Dataset excerpts:

╭──

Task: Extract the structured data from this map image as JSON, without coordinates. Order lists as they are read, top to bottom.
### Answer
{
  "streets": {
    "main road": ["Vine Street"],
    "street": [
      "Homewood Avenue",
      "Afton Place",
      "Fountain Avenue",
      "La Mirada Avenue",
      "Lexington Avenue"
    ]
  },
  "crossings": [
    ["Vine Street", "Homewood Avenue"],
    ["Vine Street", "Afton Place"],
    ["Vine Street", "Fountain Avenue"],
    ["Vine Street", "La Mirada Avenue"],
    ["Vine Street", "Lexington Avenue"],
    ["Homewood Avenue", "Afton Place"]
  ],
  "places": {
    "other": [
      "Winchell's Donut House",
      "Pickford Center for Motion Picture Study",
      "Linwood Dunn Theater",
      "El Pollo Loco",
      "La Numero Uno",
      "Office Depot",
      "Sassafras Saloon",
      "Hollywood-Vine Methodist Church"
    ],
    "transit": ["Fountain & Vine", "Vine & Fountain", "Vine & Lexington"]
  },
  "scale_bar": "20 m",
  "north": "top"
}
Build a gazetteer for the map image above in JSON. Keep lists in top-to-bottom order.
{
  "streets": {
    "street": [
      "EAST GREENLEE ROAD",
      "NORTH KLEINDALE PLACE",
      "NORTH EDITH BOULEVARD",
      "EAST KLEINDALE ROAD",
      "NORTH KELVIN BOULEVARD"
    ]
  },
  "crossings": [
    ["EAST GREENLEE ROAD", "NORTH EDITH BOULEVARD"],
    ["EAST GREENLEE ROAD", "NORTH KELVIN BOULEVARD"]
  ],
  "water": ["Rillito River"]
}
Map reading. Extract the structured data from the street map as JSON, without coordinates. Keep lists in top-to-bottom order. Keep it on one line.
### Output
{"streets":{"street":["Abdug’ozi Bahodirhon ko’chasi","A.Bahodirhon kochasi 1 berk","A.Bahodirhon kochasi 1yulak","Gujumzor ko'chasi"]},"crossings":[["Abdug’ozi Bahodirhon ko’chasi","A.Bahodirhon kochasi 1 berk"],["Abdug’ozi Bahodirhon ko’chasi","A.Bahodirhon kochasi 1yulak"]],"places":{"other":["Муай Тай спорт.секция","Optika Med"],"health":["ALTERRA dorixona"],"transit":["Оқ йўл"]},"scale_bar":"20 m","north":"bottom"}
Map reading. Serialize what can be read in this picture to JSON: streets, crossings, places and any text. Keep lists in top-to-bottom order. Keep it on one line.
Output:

╰──

— ACTION ITEM —
Scan the entries above and show each line that contains the word "Extract".

— ANSWER SPACE —
Task: Extract the structured data from this map image as JSON, without coordinates. Order lists as they are read, top to bottom.
Map reading. Extract the structured data from the street map as JSON, without coordinates. Keep lists in top-to-bottom order. Keep it on one line.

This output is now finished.